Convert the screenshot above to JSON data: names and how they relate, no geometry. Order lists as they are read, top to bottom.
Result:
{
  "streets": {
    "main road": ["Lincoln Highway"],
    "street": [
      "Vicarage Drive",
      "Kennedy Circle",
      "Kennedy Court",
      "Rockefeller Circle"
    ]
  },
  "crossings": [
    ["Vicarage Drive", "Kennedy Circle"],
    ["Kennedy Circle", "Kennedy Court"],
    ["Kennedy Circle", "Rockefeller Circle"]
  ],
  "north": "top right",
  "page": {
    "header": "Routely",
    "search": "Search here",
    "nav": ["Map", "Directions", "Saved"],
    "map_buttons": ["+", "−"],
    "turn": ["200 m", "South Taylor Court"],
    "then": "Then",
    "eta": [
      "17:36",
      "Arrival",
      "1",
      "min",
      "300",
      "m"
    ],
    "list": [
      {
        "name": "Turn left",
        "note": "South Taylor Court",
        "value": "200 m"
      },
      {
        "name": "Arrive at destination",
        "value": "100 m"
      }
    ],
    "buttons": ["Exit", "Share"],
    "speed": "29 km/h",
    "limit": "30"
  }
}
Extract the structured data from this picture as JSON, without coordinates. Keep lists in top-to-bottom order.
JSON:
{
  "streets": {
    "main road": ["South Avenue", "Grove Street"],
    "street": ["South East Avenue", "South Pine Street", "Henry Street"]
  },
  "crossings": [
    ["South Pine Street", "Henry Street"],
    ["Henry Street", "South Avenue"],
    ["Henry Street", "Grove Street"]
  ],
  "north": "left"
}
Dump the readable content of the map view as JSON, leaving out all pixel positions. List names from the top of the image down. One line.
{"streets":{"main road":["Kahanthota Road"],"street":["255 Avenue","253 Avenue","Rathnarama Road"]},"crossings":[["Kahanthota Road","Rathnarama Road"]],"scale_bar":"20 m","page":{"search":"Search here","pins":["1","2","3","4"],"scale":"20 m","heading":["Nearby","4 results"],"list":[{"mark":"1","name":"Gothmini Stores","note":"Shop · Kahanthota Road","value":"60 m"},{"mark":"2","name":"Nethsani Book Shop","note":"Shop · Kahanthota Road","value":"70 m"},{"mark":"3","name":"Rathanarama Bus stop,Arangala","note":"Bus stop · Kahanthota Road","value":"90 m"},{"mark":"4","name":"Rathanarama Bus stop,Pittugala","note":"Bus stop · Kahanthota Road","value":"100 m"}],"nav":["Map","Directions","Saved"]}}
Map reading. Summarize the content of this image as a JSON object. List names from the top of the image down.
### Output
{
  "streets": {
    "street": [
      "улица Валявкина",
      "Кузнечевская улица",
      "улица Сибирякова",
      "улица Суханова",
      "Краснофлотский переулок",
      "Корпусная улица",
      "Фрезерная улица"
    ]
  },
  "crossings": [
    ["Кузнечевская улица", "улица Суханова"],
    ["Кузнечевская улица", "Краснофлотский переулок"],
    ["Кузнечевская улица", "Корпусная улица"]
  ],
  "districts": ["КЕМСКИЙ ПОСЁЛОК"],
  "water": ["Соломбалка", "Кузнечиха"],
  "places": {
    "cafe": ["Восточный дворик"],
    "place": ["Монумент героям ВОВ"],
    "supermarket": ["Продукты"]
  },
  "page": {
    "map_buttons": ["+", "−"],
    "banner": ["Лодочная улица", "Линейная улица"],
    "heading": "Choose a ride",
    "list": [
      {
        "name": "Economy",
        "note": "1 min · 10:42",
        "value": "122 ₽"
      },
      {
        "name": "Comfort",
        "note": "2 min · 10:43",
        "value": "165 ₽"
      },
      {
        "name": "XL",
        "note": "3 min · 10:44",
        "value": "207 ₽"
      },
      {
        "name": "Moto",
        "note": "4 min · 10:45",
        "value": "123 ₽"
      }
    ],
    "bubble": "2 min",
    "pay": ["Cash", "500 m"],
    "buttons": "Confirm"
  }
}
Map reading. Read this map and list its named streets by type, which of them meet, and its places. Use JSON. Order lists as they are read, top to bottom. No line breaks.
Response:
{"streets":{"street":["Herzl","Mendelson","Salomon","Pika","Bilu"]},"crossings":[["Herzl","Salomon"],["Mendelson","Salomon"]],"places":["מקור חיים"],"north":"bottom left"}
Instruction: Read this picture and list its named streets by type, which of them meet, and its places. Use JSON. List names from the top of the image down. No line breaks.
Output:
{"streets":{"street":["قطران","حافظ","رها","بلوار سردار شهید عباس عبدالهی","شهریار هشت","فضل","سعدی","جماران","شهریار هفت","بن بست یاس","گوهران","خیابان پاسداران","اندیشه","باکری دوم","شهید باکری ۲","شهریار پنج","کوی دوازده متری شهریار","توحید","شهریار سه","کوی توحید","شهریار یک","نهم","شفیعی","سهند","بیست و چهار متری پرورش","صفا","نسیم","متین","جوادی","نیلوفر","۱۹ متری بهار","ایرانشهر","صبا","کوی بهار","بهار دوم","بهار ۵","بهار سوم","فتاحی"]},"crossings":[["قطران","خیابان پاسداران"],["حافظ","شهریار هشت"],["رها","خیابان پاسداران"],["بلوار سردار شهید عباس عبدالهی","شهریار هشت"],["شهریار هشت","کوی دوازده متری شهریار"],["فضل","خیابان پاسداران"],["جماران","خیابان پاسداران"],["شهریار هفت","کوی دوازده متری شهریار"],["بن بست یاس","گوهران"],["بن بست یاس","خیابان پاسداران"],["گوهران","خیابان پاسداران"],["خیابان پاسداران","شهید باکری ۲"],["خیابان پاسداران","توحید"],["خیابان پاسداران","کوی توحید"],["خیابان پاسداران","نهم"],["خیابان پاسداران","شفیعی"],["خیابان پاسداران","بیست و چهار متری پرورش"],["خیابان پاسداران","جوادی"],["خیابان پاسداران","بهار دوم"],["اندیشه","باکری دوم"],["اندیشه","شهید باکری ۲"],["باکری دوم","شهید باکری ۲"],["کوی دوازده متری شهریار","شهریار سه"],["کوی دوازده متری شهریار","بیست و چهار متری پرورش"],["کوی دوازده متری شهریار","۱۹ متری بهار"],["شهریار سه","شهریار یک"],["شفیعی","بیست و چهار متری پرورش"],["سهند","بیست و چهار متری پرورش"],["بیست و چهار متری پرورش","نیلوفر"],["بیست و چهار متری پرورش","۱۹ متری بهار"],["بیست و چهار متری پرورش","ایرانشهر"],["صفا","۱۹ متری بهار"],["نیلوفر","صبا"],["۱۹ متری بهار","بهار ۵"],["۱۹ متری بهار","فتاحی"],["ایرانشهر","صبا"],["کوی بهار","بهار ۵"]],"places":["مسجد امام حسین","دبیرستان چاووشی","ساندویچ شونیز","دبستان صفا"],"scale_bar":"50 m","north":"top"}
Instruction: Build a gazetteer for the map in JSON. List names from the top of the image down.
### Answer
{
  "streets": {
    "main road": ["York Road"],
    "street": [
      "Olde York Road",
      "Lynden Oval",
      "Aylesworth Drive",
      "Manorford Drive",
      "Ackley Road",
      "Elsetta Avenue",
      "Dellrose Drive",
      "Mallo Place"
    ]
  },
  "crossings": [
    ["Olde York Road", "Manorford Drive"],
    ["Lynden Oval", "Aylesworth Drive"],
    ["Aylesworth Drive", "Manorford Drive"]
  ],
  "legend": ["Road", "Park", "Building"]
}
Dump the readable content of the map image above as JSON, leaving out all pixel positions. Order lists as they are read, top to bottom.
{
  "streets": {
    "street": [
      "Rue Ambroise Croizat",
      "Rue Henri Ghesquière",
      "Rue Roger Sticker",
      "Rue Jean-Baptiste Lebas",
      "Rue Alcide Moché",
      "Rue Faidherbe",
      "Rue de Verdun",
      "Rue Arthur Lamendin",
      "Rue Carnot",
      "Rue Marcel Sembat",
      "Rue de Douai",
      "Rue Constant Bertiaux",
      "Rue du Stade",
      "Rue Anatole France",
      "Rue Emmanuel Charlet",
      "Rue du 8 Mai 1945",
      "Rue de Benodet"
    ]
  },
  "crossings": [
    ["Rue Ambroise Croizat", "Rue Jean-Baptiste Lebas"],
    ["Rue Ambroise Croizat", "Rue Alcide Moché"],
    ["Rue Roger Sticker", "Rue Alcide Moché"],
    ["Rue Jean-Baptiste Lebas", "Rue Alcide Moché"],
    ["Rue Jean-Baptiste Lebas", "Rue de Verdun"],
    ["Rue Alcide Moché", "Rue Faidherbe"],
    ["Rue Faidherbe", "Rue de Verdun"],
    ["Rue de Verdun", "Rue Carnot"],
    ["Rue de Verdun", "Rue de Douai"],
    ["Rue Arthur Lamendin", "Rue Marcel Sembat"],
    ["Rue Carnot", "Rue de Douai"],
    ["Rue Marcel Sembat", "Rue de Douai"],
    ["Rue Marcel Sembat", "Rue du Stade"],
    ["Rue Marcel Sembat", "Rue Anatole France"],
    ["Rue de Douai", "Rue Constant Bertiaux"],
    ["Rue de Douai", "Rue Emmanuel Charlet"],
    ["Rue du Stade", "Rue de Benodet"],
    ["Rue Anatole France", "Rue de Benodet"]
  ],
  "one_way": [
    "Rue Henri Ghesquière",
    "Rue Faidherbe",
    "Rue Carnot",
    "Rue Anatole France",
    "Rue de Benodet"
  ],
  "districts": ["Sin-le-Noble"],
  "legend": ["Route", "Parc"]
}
* * * * * * * * *
# [ACTION ITEM]
For each line of the material that contains "search", return a copy.

# [YOUR SOLUTION]
    "search": "Search here",
{"streets":{"main road":["Kahanthota Road"],"street":["255 Avenue","253 Avenue","Rathnarama Road"]},"crossings":[["Kahanthota Road","Rathnarama Road"]],"scale_bar":"20 m","page":{"search":"Search here","pins":["1","2","3","4"],"scale":"20 m","heading":["Nearby","4 results"],"list":[{"mark":"1","name":"Gothmini Stores","note":"Shop · Kahanthota Road","value":"60 m"},{"mark":"2","name":"Nethsani Book Shop","note":"Shop · Kahanthota Road","value":"70 m"},{"mark":"3","name":"Rathanarama Bus stop,Arangala","note":"Bus stop · Kahanthota Road","value":"90 m"},{"mark":"4","name":"Rathanarama Bus stop,Pittugala","note":"Bus stop · Kahanthota Road","value":"100 m"}],"nav":["Map","Directions","Saved"]}}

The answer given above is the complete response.